年末に放送された『テレビ放送開始69年 このテープもってないですか?』(BSテレ東)の話題が絶えない。後述するような「バブル時代の深夜バラエティーを紹介する番組」かと思いきや、予想を裏切られた視聴者たちの声が上がり続けている。その理由の1つに動画配信サービスの利用が挙げられる。

現在でもテレビ東京の公式サイトやTVerなどで視聴できるため、SNS上の口コミを見て視聴するユーザーが多いのだろう。一般的なテレビ番組は、放送から1週間など一定期間でこうしたサービスから削除される。現在も視聴可能なこの番組は明らかに、「後から見られる」ことを狙ったものだと言える。

実際、『このテープ』はネットを中心とした口コミと動画視聴のサイクルによって、ジワジワと広まっていった。例えば、TwitterのまとめサービスTogetterには視聴者の感想ツイートを集めたまとめが複数あり、10万以上のページビューを集めているものもある。

番組内容を端的に説明すると、表向きは「テレビ局が失ってしまった過去の番組テープを視聴者から募集」「その貴重なVTR映像を紹介する」というものだ。“見届け人”は、いとうせいこう、井桁弘恵。筆者自身、タイトルから興味を持ったため、文字通り過去映像が流れる番組として眺めていた。

しかし、1985年に放送されていたという“生放送の深夜番組”『坂谷一郎のミッドナイトパラダイス』が紹介されたあたりで疑問を持った。

セクシーな女性がスタジオ後方のセットに座り、MC陣がセクハラまがいの発言をする。これはいかにもバブル時代の雰囲気だ。
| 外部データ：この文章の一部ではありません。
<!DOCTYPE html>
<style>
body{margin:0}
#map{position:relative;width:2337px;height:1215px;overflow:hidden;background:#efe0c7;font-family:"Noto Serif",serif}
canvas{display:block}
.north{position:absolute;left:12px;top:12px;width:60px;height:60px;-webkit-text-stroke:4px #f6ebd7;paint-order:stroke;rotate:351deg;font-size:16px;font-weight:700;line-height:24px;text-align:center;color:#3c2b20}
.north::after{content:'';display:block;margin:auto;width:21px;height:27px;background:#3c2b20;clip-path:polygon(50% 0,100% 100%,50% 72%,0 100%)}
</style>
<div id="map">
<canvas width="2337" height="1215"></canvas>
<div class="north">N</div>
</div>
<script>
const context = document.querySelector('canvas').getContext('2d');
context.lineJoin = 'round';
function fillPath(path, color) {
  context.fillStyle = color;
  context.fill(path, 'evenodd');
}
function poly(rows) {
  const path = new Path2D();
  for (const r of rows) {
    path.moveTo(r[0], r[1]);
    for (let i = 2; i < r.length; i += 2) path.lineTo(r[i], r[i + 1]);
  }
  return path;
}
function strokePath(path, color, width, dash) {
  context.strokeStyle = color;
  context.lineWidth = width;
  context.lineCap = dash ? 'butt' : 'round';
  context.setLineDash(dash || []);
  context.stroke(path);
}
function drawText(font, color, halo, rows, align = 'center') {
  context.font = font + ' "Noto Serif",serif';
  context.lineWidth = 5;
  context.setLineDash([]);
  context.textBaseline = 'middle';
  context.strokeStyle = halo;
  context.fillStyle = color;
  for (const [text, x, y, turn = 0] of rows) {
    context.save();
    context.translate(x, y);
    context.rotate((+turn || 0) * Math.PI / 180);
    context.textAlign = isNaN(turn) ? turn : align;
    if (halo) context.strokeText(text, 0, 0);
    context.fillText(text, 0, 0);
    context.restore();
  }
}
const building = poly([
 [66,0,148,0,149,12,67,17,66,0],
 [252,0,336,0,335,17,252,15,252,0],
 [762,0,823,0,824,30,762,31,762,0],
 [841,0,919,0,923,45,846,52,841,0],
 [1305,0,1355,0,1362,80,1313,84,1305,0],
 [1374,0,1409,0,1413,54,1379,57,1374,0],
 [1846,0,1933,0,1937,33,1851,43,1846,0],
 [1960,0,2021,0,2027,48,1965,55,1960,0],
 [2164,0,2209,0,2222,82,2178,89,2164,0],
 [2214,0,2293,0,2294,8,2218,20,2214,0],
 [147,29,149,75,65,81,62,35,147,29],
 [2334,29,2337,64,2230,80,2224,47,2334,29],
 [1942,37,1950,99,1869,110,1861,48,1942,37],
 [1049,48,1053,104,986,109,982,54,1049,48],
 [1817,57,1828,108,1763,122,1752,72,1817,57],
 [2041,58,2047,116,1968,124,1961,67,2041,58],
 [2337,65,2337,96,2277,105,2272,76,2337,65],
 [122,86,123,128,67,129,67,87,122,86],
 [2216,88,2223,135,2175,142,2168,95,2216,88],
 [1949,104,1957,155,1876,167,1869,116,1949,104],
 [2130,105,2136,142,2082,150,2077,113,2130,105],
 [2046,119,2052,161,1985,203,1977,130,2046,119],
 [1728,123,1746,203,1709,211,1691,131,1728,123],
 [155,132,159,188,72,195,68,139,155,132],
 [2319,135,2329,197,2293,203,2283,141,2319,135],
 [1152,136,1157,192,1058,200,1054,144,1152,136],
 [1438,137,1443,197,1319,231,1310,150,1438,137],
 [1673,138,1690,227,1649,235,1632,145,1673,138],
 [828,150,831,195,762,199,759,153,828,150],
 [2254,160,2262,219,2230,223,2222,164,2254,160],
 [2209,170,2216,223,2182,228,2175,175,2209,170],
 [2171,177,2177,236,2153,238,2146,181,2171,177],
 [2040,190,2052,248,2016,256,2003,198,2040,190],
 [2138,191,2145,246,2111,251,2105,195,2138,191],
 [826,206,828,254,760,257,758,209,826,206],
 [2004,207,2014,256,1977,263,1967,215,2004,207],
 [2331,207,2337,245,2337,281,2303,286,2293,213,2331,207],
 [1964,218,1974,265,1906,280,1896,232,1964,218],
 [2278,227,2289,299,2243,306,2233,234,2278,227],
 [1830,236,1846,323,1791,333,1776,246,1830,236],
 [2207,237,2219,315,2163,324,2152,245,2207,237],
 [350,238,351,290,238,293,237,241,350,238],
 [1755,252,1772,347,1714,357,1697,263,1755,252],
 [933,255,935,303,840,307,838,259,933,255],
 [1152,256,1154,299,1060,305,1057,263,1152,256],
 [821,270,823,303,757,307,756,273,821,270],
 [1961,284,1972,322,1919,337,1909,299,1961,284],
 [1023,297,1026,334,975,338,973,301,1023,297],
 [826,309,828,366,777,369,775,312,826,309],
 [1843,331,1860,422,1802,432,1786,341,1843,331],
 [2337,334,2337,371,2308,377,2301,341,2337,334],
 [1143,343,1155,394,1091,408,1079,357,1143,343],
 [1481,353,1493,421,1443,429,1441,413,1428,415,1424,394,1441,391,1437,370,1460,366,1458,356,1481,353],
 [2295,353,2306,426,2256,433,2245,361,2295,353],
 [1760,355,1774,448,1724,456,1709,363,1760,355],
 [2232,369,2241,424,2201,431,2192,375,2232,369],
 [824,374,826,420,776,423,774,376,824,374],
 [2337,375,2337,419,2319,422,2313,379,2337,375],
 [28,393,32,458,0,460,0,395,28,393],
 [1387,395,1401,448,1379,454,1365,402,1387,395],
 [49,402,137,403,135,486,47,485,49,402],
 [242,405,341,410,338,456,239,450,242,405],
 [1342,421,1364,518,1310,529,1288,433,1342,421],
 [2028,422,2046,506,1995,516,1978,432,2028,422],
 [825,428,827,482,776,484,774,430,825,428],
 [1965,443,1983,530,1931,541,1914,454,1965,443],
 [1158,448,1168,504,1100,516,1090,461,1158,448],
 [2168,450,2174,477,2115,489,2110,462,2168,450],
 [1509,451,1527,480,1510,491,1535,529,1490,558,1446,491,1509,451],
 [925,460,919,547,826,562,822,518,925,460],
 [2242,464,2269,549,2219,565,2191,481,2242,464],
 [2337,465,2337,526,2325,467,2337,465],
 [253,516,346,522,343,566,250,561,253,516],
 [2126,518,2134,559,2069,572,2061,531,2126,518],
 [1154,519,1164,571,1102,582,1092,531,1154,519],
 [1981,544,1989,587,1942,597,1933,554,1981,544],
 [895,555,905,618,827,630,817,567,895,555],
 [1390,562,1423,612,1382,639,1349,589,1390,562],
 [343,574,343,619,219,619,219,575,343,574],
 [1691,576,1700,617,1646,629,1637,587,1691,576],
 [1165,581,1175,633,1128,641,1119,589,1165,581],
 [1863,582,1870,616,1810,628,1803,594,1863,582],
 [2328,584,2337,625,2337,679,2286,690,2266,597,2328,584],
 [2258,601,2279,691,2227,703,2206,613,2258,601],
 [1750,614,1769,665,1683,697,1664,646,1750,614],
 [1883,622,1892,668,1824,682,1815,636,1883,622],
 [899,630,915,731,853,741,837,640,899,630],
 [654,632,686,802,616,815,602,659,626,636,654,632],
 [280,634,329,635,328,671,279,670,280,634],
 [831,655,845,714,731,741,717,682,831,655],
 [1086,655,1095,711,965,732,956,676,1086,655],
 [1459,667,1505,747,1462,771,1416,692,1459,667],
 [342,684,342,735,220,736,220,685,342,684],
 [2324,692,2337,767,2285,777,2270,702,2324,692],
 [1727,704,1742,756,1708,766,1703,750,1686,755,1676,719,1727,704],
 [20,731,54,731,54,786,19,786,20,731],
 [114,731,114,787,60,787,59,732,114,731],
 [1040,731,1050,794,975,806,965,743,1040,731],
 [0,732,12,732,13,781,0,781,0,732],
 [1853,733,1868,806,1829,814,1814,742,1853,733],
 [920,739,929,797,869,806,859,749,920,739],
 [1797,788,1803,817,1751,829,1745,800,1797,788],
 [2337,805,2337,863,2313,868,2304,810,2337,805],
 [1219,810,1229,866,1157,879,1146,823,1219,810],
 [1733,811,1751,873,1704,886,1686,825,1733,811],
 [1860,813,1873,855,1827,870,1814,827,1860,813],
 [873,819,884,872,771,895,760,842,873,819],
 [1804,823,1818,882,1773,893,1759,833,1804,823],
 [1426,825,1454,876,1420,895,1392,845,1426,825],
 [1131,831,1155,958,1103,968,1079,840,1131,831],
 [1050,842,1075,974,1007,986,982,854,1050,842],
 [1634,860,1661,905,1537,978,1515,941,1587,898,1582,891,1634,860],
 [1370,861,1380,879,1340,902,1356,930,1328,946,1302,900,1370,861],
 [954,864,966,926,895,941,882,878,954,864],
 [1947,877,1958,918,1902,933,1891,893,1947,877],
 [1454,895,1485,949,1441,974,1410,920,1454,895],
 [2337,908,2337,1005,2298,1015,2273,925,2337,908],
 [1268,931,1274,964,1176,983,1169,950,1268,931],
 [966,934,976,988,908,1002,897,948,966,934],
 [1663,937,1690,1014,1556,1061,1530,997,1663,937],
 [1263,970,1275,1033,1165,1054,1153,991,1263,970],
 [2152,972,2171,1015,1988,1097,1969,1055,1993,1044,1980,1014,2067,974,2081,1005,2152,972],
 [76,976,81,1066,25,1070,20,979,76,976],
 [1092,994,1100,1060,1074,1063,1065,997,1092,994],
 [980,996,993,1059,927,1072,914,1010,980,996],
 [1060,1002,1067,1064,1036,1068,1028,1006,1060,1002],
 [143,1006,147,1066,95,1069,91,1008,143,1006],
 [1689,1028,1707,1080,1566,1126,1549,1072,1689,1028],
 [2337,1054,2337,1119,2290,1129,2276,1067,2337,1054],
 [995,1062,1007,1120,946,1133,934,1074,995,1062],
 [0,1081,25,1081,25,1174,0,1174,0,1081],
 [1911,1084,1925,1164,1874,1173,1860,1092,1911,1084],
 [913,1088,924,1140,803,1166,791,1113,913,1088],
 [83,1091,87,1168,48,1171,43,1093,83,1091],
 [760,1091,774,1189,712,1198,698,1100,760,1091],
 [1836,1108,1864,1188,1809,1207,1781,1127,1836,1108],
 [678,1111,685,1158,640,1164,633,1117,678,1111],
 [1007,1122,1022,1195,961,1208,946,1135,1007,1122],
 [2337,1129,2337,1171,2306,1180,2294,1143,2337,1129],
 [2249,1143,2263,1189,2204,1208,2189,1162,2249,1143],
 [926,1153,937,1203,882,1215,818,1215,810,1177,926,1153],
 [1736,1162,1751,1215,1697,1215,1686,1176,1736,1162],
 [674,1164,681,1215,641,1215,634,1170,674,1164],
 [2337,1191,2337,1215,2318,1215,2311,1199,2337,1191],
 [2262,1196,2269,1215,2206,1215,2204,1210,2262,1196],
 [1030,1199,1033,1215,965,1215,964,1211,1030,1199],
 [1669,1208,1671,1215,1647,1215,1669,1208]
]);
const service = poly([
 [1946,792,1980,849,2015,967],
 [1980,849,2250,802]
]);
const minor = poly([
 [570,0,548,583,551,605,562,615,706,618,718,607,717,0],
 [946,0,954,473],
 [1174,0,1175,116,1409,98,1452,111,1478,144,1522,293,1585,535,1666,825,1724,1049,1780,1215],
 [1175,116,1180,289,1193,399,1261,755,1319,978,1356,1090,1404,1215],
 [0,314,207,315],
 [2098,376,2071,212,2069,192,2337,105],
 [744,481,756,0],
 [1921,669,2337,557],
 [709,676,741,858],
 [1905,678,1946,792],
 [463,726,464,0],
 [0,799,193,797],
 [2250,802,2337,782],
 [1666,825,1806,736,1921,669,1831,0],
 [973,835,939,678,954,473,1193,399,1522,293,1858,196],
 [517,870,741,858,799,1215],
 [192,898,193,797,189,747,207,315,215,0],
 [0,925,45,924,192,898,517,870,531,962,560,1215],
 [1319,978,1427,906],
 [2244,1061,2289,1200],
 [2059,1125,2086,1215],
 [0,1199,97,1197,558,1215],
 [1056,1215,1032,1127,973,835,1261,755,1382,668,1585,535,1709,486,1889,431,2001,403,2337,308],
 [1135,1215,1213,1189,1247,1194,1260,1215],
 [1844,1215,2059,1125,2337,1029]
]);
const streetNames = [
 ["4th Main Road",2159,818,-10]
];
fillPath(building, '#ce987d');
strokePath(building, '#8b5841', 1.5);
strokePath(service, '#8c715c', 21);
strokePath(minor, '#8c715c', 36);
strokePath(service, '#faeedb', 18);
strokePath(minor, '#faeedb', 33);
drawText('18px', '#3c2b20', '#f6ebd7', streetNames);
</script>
ただ、『東京イエローページ』(TBS系)で放送されていたクイズ番組のパロディーコント「クイズそっちの方がスゲェ~!」のような“きな臭さ”を感じたのである。

『東京イエローページ』は1989年~1990年の放送。出演者である竹中直人やきたろう、住田隆、ふせえりが参加した演劇ユニット「ラジカル・ガジベリビンバ・システム」の活動スタートは1985年だ。

1983年~1984年に放送された『どんぶり5656』(読売テレビ)のようなシュールなコント番組はあったが、当時リアルタイムで勢いづく深夜バラエティーをパロディー化する発想はなかったように思う。しかも、メイン司会者は坂谷一郎という得体の知れない人物である。長年、バラエティーを見続けてきた筆者は、この演者を知らなかった。
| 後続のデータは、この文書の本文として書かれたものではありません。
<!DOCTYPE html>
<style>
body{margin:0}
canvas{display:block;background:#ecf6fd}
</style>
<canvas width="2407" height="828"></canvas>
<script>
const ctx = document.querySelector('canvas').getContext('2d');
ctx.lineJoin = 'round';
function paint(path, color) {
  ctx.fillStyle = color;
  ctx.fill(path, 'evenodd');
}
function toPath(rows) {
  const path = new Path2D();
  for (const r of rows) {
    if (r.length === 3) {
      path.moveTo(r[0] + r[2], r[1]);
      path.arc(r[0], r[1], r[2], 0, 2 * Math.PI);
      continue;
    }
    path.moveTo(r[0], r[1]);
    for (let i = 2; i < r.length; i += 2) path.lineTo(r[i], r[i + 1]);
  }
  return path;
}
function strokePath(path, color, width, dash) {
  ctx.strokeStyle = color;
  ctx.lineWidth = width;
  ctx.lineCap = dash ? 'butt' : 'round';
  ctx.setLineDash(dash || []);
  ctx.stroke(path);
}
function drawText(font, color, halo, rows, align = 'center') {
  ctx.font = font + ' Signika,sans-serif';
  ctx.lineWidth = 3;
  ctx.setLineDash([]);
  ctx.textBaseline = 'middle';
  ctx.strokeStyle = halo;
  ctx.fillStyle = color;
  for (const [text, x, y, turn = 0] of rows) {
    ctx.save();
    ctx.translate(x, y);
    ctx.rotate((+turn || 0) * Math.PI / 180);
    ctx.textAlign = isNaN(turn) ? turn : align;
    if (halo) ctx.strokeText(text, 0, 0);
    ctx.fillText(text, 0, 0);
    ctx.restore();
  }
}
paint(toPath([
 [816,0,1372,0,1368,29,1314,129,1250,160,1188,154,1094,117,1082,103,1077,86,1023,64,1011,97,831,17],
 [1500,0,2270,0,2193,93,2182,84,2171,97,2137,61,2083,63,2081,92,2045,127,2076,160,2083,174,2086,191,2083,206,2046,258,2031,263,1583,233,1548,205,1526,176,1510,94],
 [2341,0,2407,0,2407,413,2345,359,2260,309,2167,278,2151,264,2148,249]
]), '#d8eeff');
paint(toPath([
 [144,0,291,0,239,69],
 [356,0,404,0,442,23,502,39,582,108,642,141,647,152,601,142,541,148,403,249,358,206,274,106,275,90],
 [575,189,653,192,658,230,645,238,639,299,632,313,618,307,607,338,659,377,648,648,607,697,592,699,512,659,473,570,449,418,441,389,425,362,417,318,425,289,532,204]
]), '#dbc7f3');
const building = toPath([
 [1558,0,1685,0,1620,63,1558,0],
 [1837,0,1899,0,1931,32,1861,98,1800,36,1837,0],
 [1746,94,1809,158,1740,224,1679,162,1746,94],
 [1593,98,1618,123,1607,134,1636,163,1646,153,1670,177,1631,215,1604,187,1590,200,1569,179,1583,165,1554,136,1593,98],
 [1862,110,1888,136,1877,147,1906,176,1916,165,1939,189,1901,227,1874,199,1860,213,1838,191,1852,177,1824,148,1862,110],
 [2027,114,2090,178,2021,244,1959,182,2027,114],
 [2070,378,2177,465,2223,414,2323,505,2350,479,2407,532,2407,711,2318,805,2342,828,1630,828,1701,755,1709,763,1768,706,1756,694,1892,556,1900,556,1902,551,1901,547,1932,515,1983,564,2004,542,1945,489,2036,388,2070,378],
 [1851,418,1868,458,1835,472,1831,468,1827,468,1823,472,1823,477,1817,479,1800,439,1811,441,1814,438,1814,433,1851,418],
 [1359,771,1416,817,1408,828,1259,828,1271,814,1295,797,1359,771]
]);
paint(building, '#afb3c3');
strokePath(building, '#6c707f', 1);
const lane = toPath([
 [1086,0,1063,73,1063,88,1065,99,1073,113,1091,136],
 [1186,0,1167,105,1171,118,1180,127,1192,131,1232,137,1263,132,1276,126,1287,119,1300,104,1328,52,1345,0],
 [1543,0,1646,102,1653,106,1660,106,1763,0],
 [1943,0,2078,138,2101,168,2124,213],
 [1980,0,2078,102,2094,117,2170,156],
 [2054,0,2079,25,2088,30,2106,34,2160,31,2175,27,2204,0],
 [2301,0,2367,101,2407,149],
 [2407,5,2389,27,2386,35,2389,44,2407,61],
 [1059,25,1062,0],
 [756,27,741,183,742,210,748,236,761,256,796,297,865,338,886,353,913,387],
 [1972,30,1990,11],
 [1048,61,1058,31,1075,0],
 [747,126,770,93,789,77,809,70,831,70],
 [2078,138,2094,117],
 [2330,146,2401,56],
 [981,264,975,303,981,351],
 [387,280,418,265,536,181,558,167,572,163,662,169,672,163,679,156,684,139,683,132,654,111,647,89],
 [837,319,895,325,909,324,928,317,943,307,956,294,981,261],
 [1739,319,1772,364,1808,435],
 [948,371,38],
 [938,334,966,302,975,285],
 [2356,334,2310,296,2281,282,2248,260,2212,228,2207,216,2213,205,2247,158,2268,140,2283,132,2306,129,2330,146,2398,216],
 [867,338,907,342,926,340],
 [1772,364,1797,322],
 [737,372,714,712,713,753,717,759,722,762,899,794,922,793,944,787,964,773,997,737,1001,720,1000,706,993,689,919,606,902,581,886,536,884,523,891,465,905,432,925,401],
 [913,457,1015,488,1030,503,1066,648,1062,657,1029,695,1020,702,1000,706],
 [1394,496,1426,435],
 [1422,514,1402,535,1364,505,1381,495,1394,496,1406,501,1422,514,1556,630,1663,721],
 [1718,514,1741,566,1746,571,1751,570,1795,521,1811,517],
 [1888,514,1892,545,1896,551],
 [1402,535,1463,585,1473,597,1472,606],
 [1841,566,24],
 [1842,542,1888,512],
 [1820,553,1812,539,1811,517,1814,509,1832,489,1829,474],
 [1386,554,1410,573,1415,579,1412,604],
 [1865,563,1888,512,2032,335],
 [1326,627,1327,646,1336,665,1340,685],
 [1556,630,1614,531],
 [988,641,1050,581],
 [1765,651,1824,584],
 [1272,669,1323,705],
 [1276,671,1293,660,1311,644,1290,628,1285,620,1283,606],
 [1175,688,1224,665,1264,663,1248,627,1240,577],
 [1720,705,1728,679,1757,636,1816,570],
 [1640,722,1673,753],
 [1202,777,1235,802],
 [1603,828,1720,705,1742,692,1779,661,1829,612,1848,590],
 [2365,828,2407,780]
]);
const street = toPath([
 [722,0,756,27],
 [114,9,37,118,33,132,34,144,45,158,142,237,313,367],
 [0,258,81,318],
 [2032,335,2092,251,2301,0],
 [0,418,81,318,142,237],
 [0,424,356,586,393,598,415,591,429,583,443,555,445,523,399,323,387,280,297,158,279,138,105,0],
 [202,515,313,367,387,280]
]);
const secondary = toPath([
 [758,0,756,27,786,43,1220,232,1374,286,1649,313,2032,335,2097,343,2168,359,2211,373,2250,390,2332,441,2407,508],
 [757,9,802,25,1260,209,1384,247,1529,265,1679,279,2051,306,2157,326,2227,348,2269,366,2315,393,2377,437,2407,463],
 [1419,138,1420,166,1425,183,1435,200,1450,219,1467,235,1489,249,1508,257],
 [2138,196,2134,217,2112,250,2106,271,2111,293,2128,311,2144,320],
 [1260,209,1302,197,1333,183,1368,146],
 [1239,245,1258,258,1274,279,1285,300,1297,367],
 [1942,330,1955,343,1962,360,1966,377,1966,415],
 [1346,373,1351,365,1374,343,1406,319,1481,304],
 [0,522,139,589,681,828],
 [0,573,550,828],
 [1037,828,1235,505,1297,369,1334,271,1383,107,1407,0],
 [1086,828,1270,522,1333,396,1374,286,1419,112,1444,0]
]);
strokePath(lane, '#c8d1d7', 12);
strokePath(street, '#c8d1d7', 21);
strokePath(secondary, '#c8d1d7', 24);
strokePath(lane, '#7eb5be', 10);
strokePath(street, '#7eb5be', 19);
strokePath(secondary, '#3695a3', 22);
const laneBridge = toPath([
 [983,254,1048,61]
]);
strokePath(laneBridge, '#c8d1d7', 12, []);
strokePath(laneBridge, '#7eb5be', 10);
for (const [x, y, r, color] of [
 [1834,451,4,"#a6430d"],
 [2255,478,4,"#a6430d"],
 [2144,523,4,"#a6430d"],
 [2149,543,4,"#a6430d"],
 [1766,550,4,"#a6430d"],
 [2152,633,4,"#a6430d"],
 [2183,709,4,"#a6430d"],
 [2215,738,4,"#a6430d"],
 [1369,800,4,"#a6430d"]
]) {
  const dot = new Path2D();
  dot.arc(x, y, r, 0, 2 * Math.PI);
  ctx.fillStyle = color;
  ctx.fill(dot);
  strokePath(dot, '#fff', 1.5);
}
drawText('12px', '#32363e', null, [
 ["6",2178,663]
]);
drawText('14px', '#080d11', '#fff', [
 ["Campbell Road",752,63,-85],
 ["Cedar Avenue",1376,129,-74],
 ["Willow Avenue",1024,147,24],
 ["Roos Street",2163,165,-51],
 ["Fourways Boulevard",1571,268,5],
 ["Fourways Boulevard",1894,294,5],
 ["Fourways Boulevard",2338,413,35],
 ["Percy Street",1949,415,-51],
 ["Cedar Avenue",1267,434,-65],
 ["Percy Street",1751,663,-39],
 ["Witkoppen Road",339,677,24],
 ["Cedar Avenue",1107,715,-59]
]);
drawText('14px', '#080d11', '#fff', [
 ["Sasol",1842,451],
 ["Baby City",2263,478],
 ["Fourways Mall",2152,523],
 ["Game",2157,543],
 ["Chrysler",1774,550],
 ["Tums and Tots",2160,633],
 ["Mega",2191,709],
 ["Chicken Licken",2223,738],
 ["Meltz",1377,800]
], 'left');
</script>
実際にあったお色気系の深夜バラエティーを振り返っても、1980年代中盤は『11PM』(日本テレビ系)や『オールナイトフジ』(フジテレビ系)などが放送されており、いずれも人気作家や勢いのあるタレントが番組の顔として起用されていた。

また、視聴者投稿とされるメッセージビデオは、映像が不自然に飛んだり、赤ちゃんの泣く乳母車が勝手に動き出したりするような謎めいたものだった。第一夜が終わるころ、ようやく「これはフィクションだ」と気付いた。

同じ演出家の番組『奥様ッソ!』は視聴率0.0%

後に、この番組の演出・プロデューサーが大森時生氏だったことに気付く。2021年末に同じBSテレ東で放送された『Aマッソのがんばれ奥様ッソ!』を手掛けており、こちらも物議を醸していた。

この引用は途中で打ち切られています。